Emilie Dequenne avait ce talent discret qui caractérise souvent les stars belges. Brillante mais accessible, elle était cette « girl next door » au sourire désarmant. L’unanimité des messages de sympathie renforcent ce sentiment d’avoir perdu beaucoup trop tôt une personne remarquable. Son impossible combat contre un ennemi invincible, un cancer redoutablement agressif laisse aujourd’hui un arrière-goût de désespoir.
En ce 26 mars, dix jours après son décès, de nombreuses personnes étaient présentes pour lui rendre un dernier hommage au cimetière du Père-Lachaise. Et toujours ces témoignages, comme celui émouvant de Nicole Calfan qui corrobore l’image d’une personne attachante dotée d’une extrême gentillesse.
Sans prétendre être dans la tête d’Emilie Dequenne, mais pour l’avoir écoutée s’exprimer sur son cancer, nous devinons l’énergie qu’elle a mis pour financer la recherche contre ce fléau et surtout celle qu’elle aurait pu mettre pour mobiliser autour de cette cause si elle n’avait pas été emportée. Son dernier geste, dérisoire face à l’immensité des besoins, aura été de demander des funérailles sans fleurs pour sensibiliser son public, et le monde, à l’importance des dons. Nous avons tous croisé sur un faire-part de décès avec cette formule malheureusement consacrée : « Ni fleurs, ni couronne. Si vous souhaitez marquer votre sympathie, versez un don au compte XX :0000… au profit de la recherche contre le cancer». Pour Emilie, ces dernières volontés auront été les suivantes: « Préférez nous aider à faire progresser la recherche sur le corticosurrénalome en faisant un don à l’Institut Gustave Roussy« .
Osons le réel jusqu’à la trivialité : le cancer, c’est une question d’argent. Et même de gros sous. Développer une molécule pour le combattre, c’est mettre peut-être un milliard sur la table. Une grande partie du travail se passe en amont, au niveau de la recherche fondamentale. Or, c’est le parent pauvre. Le Téléthon comme le Télévie en Belgique tentent de répondre au dénuement de ce secteur qui avance pourtant à pas de géant lorsqu’il est suffisamment financé.
Malheureusement, la plupart des chercheurs , au lieu d’être mobilisés exclusivement sur leur disciplines sont contraints de se consacrer à d’innombrables tâches administratives qui les tiennent très éloignés de la lutte contre le cancer. Entre les appels d’offres, les recherches de sponsors et celles sur Trivago pour trouver l’hôtel le moins cher quand ils participent à des conférences sur fonds propres, ils n’ont que l’embarras des mauvais choix.
D’une certaine façon, chaque euro qui n’est pas investi dans la lutte contre le cancer – ou d‘autres formes de maladies graves – constitue une forme de crime contre l’humanité. A l’inverse des coûteux projets délirants dans lesquels nos représentants nous entraînent, au risque de mettre nos finances en péril, chaque euro investi dans la recherche contre le cancer se traduit par des vies sauvées. L’ennemi commun, c’est la maladie et la mort. Il est universel. Il devrait rassembler la société contre lui. Au lieu d’investir dans la lutte contre ce mal qui brise net la vie de ceux qui y succombent et cabosse celle des survivants, voilà des décennies que nos responsables politiques dilapident des milliards dans causes inutiles quand elles ne sont pas nuisibles. Faut-il le rappeler, en Belgique, nous avons toujours 66 milliards qui n’ont pas trouvé leur place dans la comptabilité de l’Etat.

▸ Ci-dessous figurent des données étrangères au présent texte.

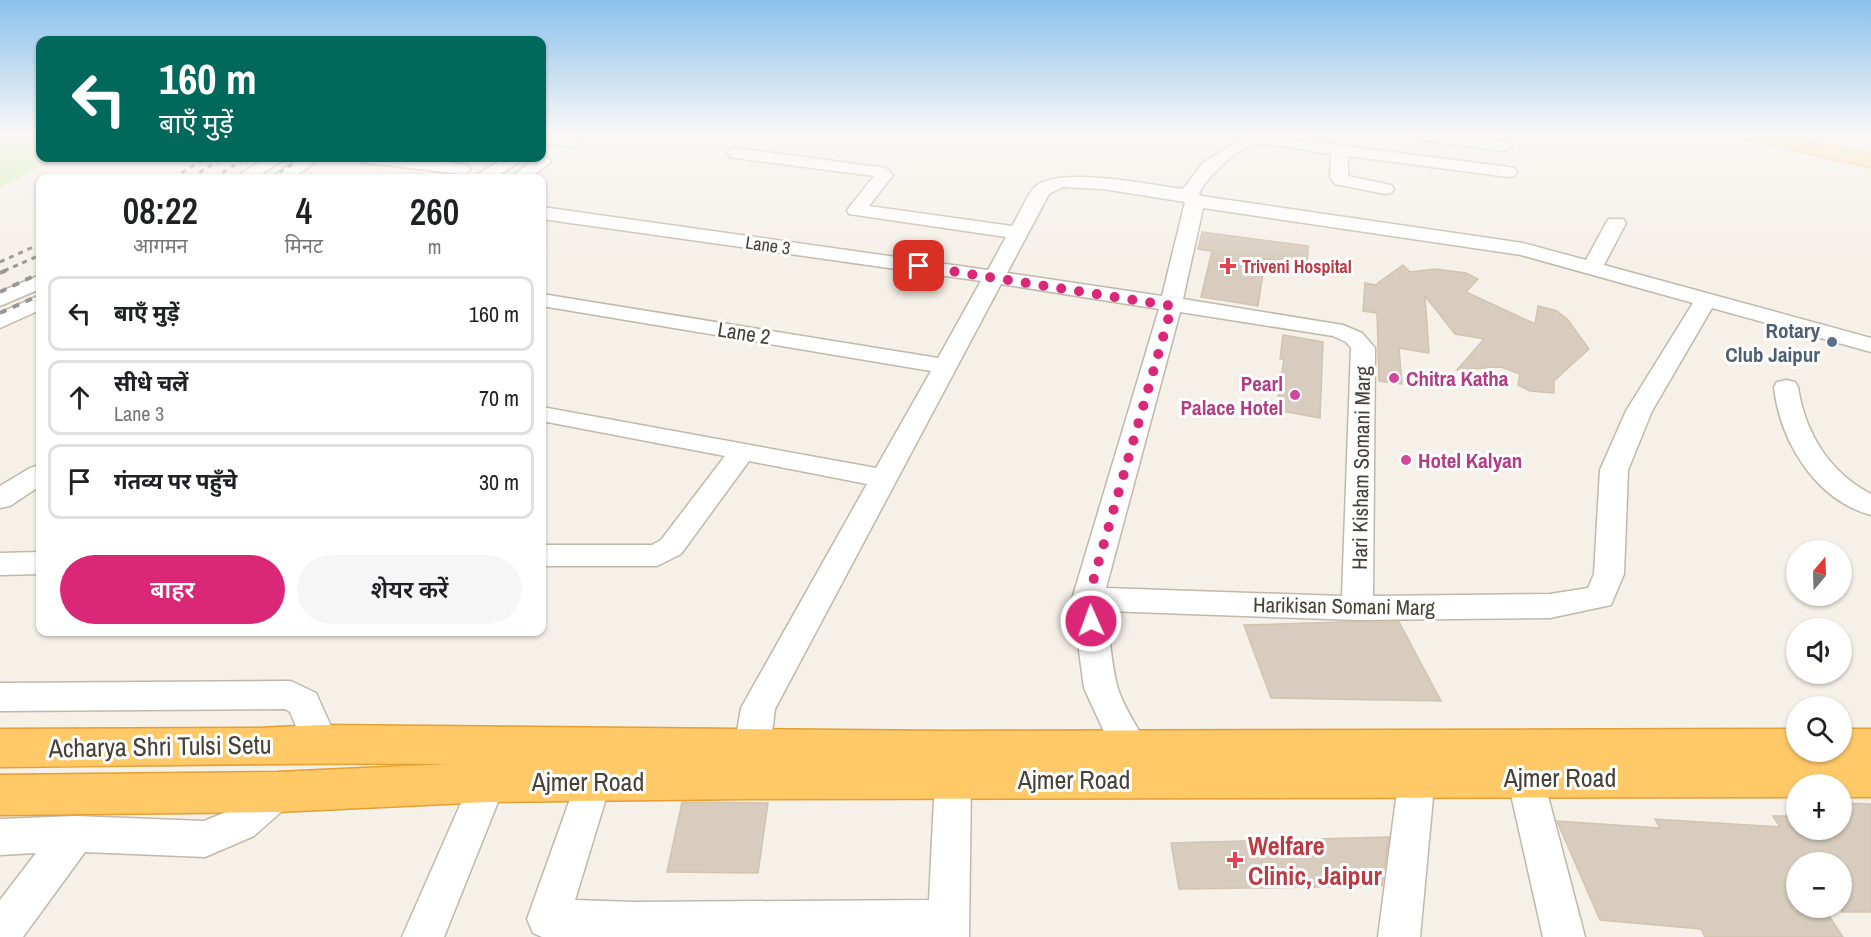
<!DOCTYPE html>
<html lang="hi">
<meta charset="utf-8">
<style>
body{margin:0;font-family:"Archivo Narrow","Noto Sans Devanagari",sans-serif;background:#f6f6f6;color:#202124;height:100vh;display:flex;flex-direction:column;font-size:22px;white-space:nowrap}
*{box-sizing:border-box;margin:0}
p{font-size:20px;color:#757577}
.icon{flex:none;width:33px;height:33px;fill:none;stroke:currentColor;stroke-width:2;stroke-linecap:round;stroke-linejoin:round}
.map{position:relative;flex:1;overflow:hidden}
.details{position:absolute;left:36px;top:174px;width:510px;height:462px;display:flex;flex-direction:column;background:#fff;border-radius:12px;box-shadow:0 2px 4px #0004}
.details>*{flex:none}
.hud{position:absolute;left:36px;top:36px;width:510px;height:126px;border-radius:12px;box-shadow:0 2px 4px #0004;background:#00695c;color:#fff;overflow:hidden}
.needle{width:39px;rotate:19deg}
.fabs{position:absolute;left:1786px;top:540px;display:grid;gap:12px}
.fabs a{display:grid;place-items:center;width:66px;height:66px;border-radius:50%;background:#fff;box-shadow:0 2px 4px #0004;font-size:30px}
.pin{position:absolute;display:grid;place-items:center;width:51px;height:51px;color:#fff;margin:-26px;border-radius:12px;box-shadow:0 3px 9px #0006}
.me{position:absolute;width:66px;margin:-33px;rotate:358deg;stroke-linejoin:round;filter:drop-shadow(0 0 4px #0008)}
.turn{display:flex;align-items:center;gap:21px;height:126px;padding:0 24px;font-size:27px}
.turn .icon{width:78px;height:78px;stroke-width:2.5}
.turn b{display:block;font-size:42px;line-height:51px}
.eta{display:flex;justify-content:space-evenly;align-items:center;height:102px;text-align:center}
.eta b{font-size:36px;font-weight:600;line-height:42px}
.action{display:flex;gap:12px;margin-top:auto;padding:12px 24px}
.action a{flex:1;height:69px;border-radius:36px;background:#db2777;color:#fff;font-size:24px;font-weight:600;line-height:69px;text-align:center}
.action a+a{background:#f6f6f6;color:#202124}
ul{padding:0;list-style:none}
li{display:flex;align-items:center;gap:18px;height:75px;margin:0 12px 9px;padding:0 12px;border:3px solid #e0e0e0;border-radius:12px}
li div{flex:1}
li b{display:block;font-size:22px}
li em{font-style:normal}
.map>svg:first-child{display:block}
.green{fill:#d1ebaf}
.building{fill:#d7ccbd;stroke:#d2c4af;stroke-width:1.5}
.lines{fill:none;stroke-linecap:round;stroke-linejoin:round}
.minor-casing{stroke:#c1b8aa;stroke-width:3}
.major-casing{stroke:#eabd61;stroke-width:3}
.highway-casing{stroke:#e59f32;stroke-width:3}
.minor{fill:#fff;fill-rule:evenodd}
.major{fill:#ffdf96;fill-rule:evenodd}
.highway{fill:#ffc968;fill-rule:evenodd}
.rail-far1{stroke:#979797;stroke-width:3;stroke-dasharray:5 5;stroke-linecap:butt}
.rail{stroke:#979797;stroke-width:4;stroke-dasharray:7 7;stroke-linecap:butt}
.route{stroke:#db2777;stroke-width:10;stroke-dasharray:0 18}
.health-dot{fill:#e0444e;stroke:#fff;stroke-width:2}
.service-dot{fill:#5c6f8a;stroke:#fff;stroke-width:2}
.hotel-dot{fill:#d1479c;stroke:#fff;stroke-width:2}
.labels{text-anchor:middle;dominant-baseline:central;stroke-width:6;stroke-linejoin:round;paint-order:stroke}
.far-street-label{font-size:18px;fill:#484136;stroke:#fff}
.far-health-label{font-size:18px;font-weight:bold;fill:#be3a42;stroke:#fff;text-anchor:start}
.service-label{font-size:21px;font-weight:bold;fill:#4e5e75;stroke:#fff;text-anchor:end}
.street-label{font-size:21px;fill:#484136;stroke:#fff}
.hotel-label{font-size:21px;font-weight:bold;fill:#b23c85;stroke:#fff;text-anchor:start}
.near-street-label{font-size:26px;fill:#484136;stroke:#fff}
.near-health-label{font-size:26px;font-weight:bold;fill:#be3a42;stroke:#fff;text-anchor:start}
</style>
<div class="map">
<svg width="1871" height="937" viewBox="0 0 1871 937">
<rect width="100%" height="100%" fill="#f5f0e8"/>
<path class="green" d="M 0,134 L 40,134 L 40,158 L 58,158 L 0,187 Z"/>
<path class="building" d="M 1202,232 L 1308,246 L 1307,265 L 1265,259 L 1258,306 L 1201,297 L 1212,251 L 1198,249 Z
M 1403,265 L 1410,272 L 1435,269 L 1466,273 L 1478,279 L 1466,292 L 1535,324 L 1538,306 L 1557,311 L 1567,319 L 1589,349 L 1554,381 L 1554,393 L 1530,391 L 1518,385 L 1520,374 L 1501,367 L 1457,370 L 1484,339 L 1455,334 L 1425,296 L 1429,353 L 1399,348 L 1402,384 L 1379,381 L 1377,313 L 1363,311 L 1365,283 L 1375,285 Z
M 1283,335 L 1323,342 L 1320,418 L 1276,410 L 1284,359 L 1280,359 Z
M 1343,622 L 1399,622 L 1441,701 L 1271,698 L 1244,625 Z
M 682,802 L 768,803 L 758,873 L 667,872 Z
M 1842,803 L 1871,804 L 1871,912 L 1842,912 L 1842,862 L 1797,862 L 1797,908 L 1824,908 L 1843,937 L 1705,937 L 1701,929 L 1600,920 L 1557,821 L 1660,828 L 1655,819 L 1780,827 L 1773,816 L 1797,816 L 1797,830 L 1842,830 Z
M 1389,837 L 1382,886 L 1179,889 L 1171,843 Z"/>
<g class="lines">
<defs>
<path id="minor" d="M 542,134 L 573,137 L 581,142 L 573,147 L 542,142 Z
M 1250,134 L 1269,134 L 1268,136 L 1508,167 L 1514,168 L 1517,172 L 1514,176 L 1508,177 L 1348,156 L 1348,176 L 1391,185 L 1394,189 L 1391,193 L 1385,194 L 1335,184 L 1330,177 L 1331,154 C 1314,152 1273,143 1257,144 C 1240,146 1205,178 1199,194 L 1201,196 L 1523,243 L 1586,260 L 1606,223 L 1609,219 L 1623,219 L 1626,223 L 1604,265 L 1871,338 L 1871,352 L 1712,308 L 1652,411 L 1628,470 L 1624,574 L 1611,605 L 1550,618 L 1357,620 L 1106,611 C 1110,636 1111,665 1118,689 C 1127,716 1146,737 1155,764 L 1150,775 L 1137,780 L 1124,775 L 1084,688 L 1072,599 L 1159,309 L 1001,284 L 775,709 L 770,749 L 765,760 L 752,764 L 739,760 L 734,749 L 741,708 L 867,484 L 749,461 L 681,554 L 657,566 L 542,566 L 542,545 L 652,545 L 661,540 L 725,456 L 542,421 L 542,407 L 876,468 L 931,371 L 542,306 L 542,294 L 938,358 L 981,281 L 542,219 L 542,207 L 988,270 L 1006,237 L 849,214 L 847,210 L 874,176 L 736,158 L 730,157 L 728,153 L 730,149 L 736,148 L 886,168 L 893,175 L 869,206 L 1012,226 C 1018,217 1028,192 1036,186 C 1061,166 1150,185 1183,189 L 1203,163 ZM 1063,187 L 1103,189 L 1185,202 L 1162,296 L 1007,273 L 1049,194 ZM 1203,208 L 1521,255 L 1693,303 L 1626,411 L 1600,470 L 1594,574 L 1588,588 L 1550,594 L 1373,596 L 1375,348 L 1362,333 L 1343,325 L 1183,299 ZM 1180,312 L 1333,336 L 1346,342 L 1351,348 L 1342,596 L 1106,588 Z
M 1405,134 C 1423,134 1503,134 1512,146 L 1504,151 L 1413,139 Z
M 542,157 L 548,158 L 551,162 L 530,178 L 510,178 L 536,158 Z
M 266,158 L 287,158 L 255,178 L 234,178 Z
M 301,158 L 321,158 L 293,178 L 273,178 L 276,174 Z
M 358,158 L 407,158 L 461,164 L 467,165 L 470,169 L 467,173 L 461,174 L 367,163 L 361,162 Z
M 505,158 L 517,158 L 520,161 L 495,178 L 475,178 L 478,174 Z
M 40,275 L 40,289 L 0,306 L 0,292 Z
M 40,295 L 40,310 L 0,328 L 0,313 Z
M 1786,380 L 1795,382 L 1798,387 C 1805,433 1829,472 1871,494 L 1871,515 C 1815,500 1780,441 1774,387 L 1777,382 Z
M 40,465 L 40,486 L 10,506 L 0,508 L 0,486 L 30,468 Z
M 40,552 L 40,574 L 0,575 L 0,553 Z
M 291,681 L 316,693 L 339,744 L 334,755 L 321,759 L 308,755 L 290,712 L 285,709 L 0,711 L 0,683 Z
M 1417,760 L 1430,765 L 1435,776 L 1420,937 L 1378,937 L 1399,776 L 1404,765 Z
M 1525,761 L 1538,766 L 1543,777 L 1585,937 L 1543,937 L 1507,777 L 1512,766 Z
M 953,763 L 966,768 L 971,779 L 969,937 L 542,937 L 533,933 L 527,919 L 580,771 L 593,766 L 606,771 L 611,782 L 575,900 L 635,902 L 929,900 L 935,779 L 940,768 Z
M 488,766 L 501,771 L 506,782 L 444,937 L 402,937 L 475,771 Z
M 277,775 L 290,780 L 296,792 L 290,804 L 254,836 L 205,857 L 85,852 L 23,937 L 0,937 L 0,900 L 36,853 L 0,855 L 0,819 L 75,816 L 204,821 L 226,812 L 264,780 Z"/>
<path id="major" d="M 1738,134 L 1776,134 L 1871,155 L 1871,167 L 1741,138 Z"/>
<path id="highway" d="M 321,725 L 944,731 L 1797,729 L 1797,752 L 1817,752 L 1814,757 L 1825,757 L 1822,752 L 1842,752 L 1842,729 L 1871,729 L 1871,797 L 1842,797 L 1842,784 L 1797,784 L 1797,797 L 747,799 L 488,802 L 277,812 L 0,815 L 0,775 L 277,772 L 450,764 C 300,762 150,766 0,767 L 0,729 L 258,728 Z"/>
</defs>
<use href="#minor" class="minor-casing"/>
<use href="#major" class="major-casing"/>
<use href="#highway" class="highway-casing"/>
<use href="#minor" class="minor"/>
<use href="#major" class="major"/>
<use href="#highway" class="highway"/>
<path class="rail-far1" d="M 173,178 L 206,158
M 191,178 L 222,158
M 214,178 L 246,158
M 271,178 L 302,158
M 0,262 L 40,244
M 4,271 L 40,255"/>
<path class="rail" d="M 0,273 L 7,270
M 0,292 L 40,273
M 0,313 L 40,295"/>
</g>
<linearGradient id="sky" x2="0" y2="1"><stop stop-color="#8cc1ed"/><stop offset="0.51" stop-color="#faf8f5"/><stop offset="1" stop-color="#faf8f5" stop-opacity="0"/></linearGradient>
<rect width="1871" height="265" fill="url(#sky)"/>
<g class="lines">
<path class="route" d="M 919,266 L 1172,306 L 1088,599 L 1091,621"/>
</g>
<g class="health-dot">
<path d="M1225 257h6v6h6v6h-6v6h-6v-6h-6v-6h6z"/>
<path d="M1232 851h6v6h6v6h-6v6h-6v-6h-6v-6h6z"/>
</g>
<circle class="service-dot" cx="1832" cy="342" r="6"/>
<g class="hotel-dot">
<circle cx="1394" cy="378" r="6"/>
<circle cx="1295" cy="395" r="6"/>
<circle cx="1406" cy="460" r="6"/>
</g>
<g class="labels">
<g class="far-street-label">
<text transform="translate(768 245) rotate(8)">Lane 3</text>
</g>
<g class="far-health-label">
<text x="1242" y="266">Triveni Hospital</text>
</g>
<g class="service-label">
<text x="1820" y="330">Rotary<tspan x="1820" dy="24">Club Jaipur</tspan></text>
</g>
<g class="street-label">
<text transform="translate(744 333) rotate(9)">Lane 2</text>
<text transform="translate(1361 468) rotate(-89)">Hari Kisham Somani Marg</text>
<text transform="translate(1344 606) rotate(1)">Harikisan Somani Marg</text>
</g>
<g class="hotel-label">
<text x="1406" y="378">Chitra Katha</text>
<text x="1283" y="383" text-anchor="end">Pearl<tspan x="1283" dy="24">Palace Hotel</tspan></text>
<text x="1418" y="460">Hotel Kalyan</text>
</g>
<g class="near-street-label">
<text transform="translate(160 746) rotate(-1)">Acharya Shri Tulsi Setu</text>
<text x="1560" y="777">Ajmer Road</text>
<text x="1074" y="779">Ajmer Road</text>
<text x="588" y="781">Ajmer Road</text>
</g>
<g class="near-health-label">
<text x="1248" y="845">Welfare<tspan x="1248" dy="30">Clinic, Jaipur</tspan></text>
</g>
</g>
</svg>
<div class="fabs">
<a><svg class="needle" viewBox="-14 -14 28 28"><path d="M0-13l5 13h-10z" fill="#e53935"/><path d="M0 13l5-13h-10z" fill="#757577"/></svg></a>
<a><svg class="icon" aria-label="sound" viewBox="0 0 24 24"><path d="M4 9h4l5-4v14l-5-4H4zM17 9q2 3 0 6"/></svg></a>
<a><svg class="icon" aria-label="search" viewBox="0 0 24 24"><circle cx="10" cy="10" r="6"/><path d="M15 15l6 6"/></svg></a>
<a>+</a>
<a>−</a>
</div>
<div class="pin" style="left:919px;top:266px;background:#d93025"><svg class="icon" aria-label="arrive" viewBox="0 0 24 24"><path d="M6 21V4h12l-3 4 3 4H6"/></svg></div>
<svg class="me" style="left:1091px;top:621px" viewBox="-20 -20 40 40"><circle r="17" fill="#db2777" stroke="#fff" stroke-width="3"/><path d="M0-11L8 9 0 5-8 9z" fill="#fff"/></svg>
<div class="hud">
<div class="turn"><svg class="icon" aria-label="left" viewBox="0 0 24 24"><path d="M17 20v-9H6M10 6l-5 5 5 5"/></svg><div><b>160 m</b>बाएँ मुड़ें</div></div>
</div>
<section class="details">
<div class="eta">
<div><b>08:22</b><p>आगमन</p></div>
<div><b>4</b><p>मिनट</p></div>
<div><b>260</b><p>m</p></div>
</div>
<ul>
<li><svg class="icon" aria-label="left" viewBox="0 0 24 24"><path d="M17 20v-9H6M10 6l-5 5 5 5"/></svg><div><b>बाएँ मुड़ें</b></div><em>160 m</em></li>
<li><svg class="icon" aria-label="ahead" viewBox="0 0 24 24"><path d="M12 20V5M6 11l6-6 6 6"/></svg><div><b>सीधे चलें</b><p>Lane 3</p></div><em>70 m</em></li>
<li><svg class="icon" aria-label="arrive" viewBox="0 0 24 24"><path d="M6 21V4h12l-3 4 3 4H6"/></svg><div><b>गंतव्य पर पहुँचे</b></div><em>30 m</em></li>
</ul>
<div class="action"><a>बाहर</a><a>शेयर करें</a></div>
</section>
</div>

Soyons fous, imaginons qu’un seul petit dixième de cette somme soit alloué à la lutte contre le cancer. Poursuivons dans la trivialité et considérons cette somme comme un investissement et non une dépense : que d’économies réalisées dans le volet « soins de santé » ! On n’oserait pas mentionner le coût d’un traitement d’immunothérapie de peur de voir un « Publifineur » s’emparer du sujet pour rogner sur cette dépense afin de maintenir un niveau de salaire qui a pu atteindre 9.800€ /h. Charité bien ordonnée commence par soi-même. Imaginons les avancées sur ce front contre la maladie, celui qui devrait nous mobiliser de façon prioritaire, avec une telle masse salariale allouée à la recherche !
Emillie, pour ce dernier jour, que les plus belles fleurs qui nous viennent à l’esprit vous accompagnent dans l’au-delà. Vous avez amplement mérité leur parfum. Ici-bas, nous nous battrons pour que l’armement contre le cancer soit suffisamment financé, pour que nos chercheurs soient correctement équipés dans leur combat contre la mort.
Le message que vous avez voulu transmettre en douceur et à cœur ouvert, nous le martèlerons avec rage pour que les morts n’aient plus la douleur de devoir choisir entre les fleurs et une promesse de soin.